§ **WORK INSTRUCTION**:
From the entries that follow, extract each line holding the string "Creek".

§ **TASK DATA**:
--- --- ---

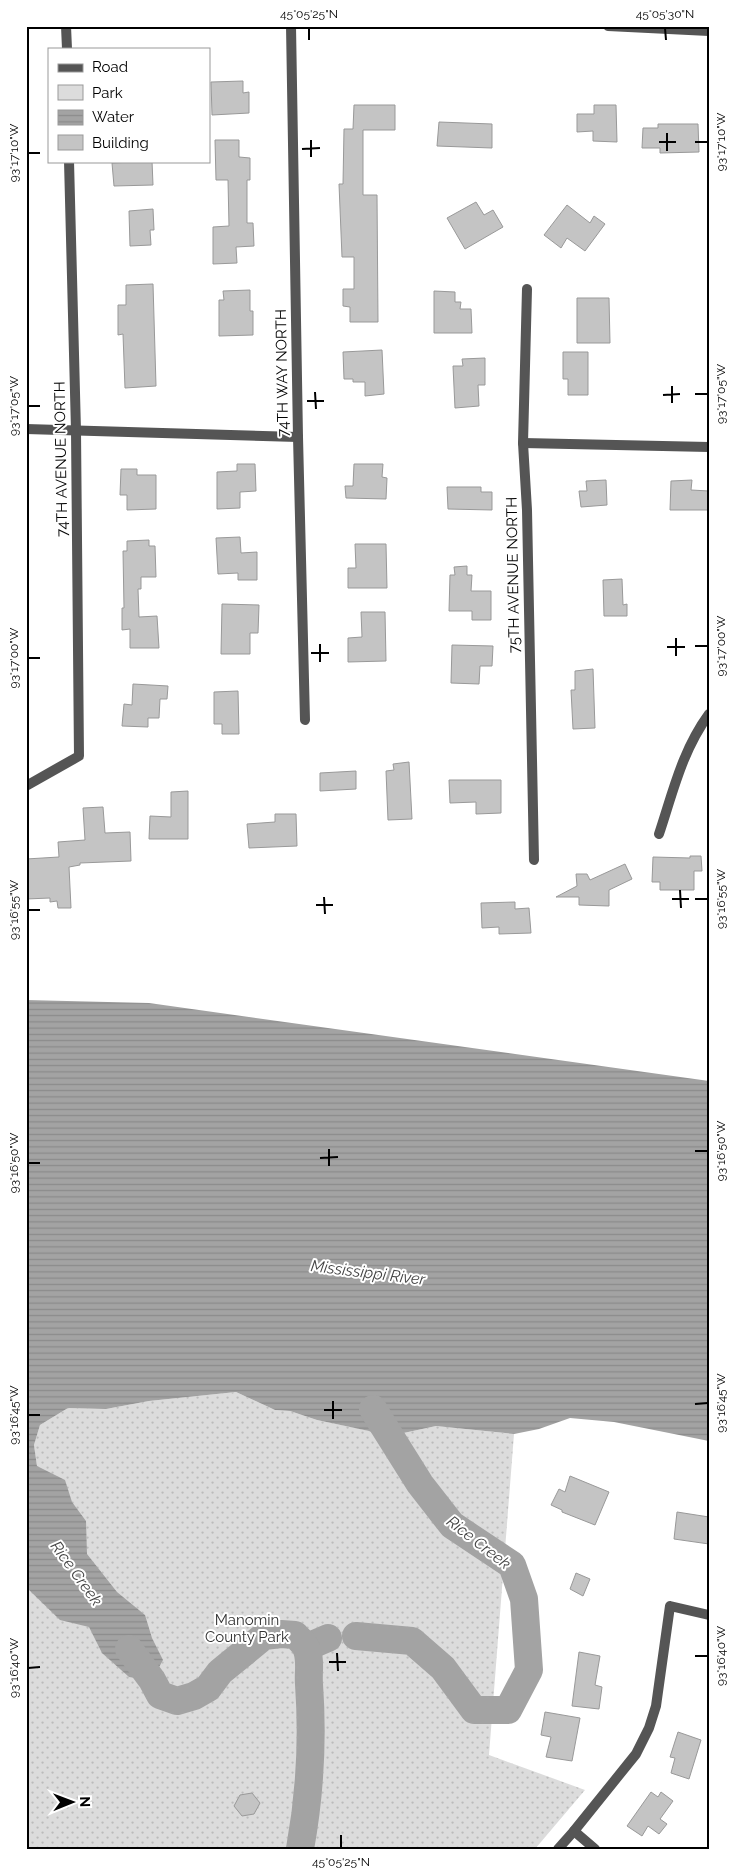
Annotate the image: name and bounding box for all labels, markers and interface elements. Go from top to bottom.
text: 45°05'25"N [280,7,338,21]
text: 45°05'30"N [636,7,694,21]
legend [48,48,210,162]
text: Road [92,58,128,76]
text: Park [92,84,123,102]
text: Water [92,108,135,126]
text: 93°17'10"W [714,112,728,171]
text: 93°17'10"W [7,123,21,182]
text: Building [92,134,149,152]
street label: 74TH WAY NORTH [272,309,292,437]
text: 93°17'05"W [714,364,728,424]
text: 93°17'05"W [7,376,21,436]
street label: 74TH AVENUE NORTH [51,381,71,537]
street label: 75TH AVENUE NORTH [503,497,523,653]
text: 93°17'00"W [714,615,728,676]
text: 93°17'00"W [7,627,21,688]
text: 93°16'55"W [714,869,728,929]
text: 93°16'55"W [7,880,21,940]
text: 93°16'50"W [714,1120,728,1181]
text: 93°16'50"W [7,1132,21,1193]
water label: Mississippi River [310,1256,427,1289]
text: 93°16'45"W [714,1373,728,1433]
text: 93°16'45"W [7,1385,21,1445]
water label: Rice Creek [443,1512,515,1573]
water label: Rice Creek [47,1537,107,1610]
park label: Manomin County Park [205,1611,289,1646]
text: 93°16'40"W [714,1626,728,1686]
text: 93°16'40"W [7,1638,21,1698]
north arrow [48,1778,98,1828]
text: N [77,1796,93,1807]
text: 45°05'25"N [312,1855,370,1869]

--- --- ---

§ **ANSWER SECTION**:
water label: Rice Creek [443,1512,515,1573]
water label: Rice Creek [47,1537,107,1610]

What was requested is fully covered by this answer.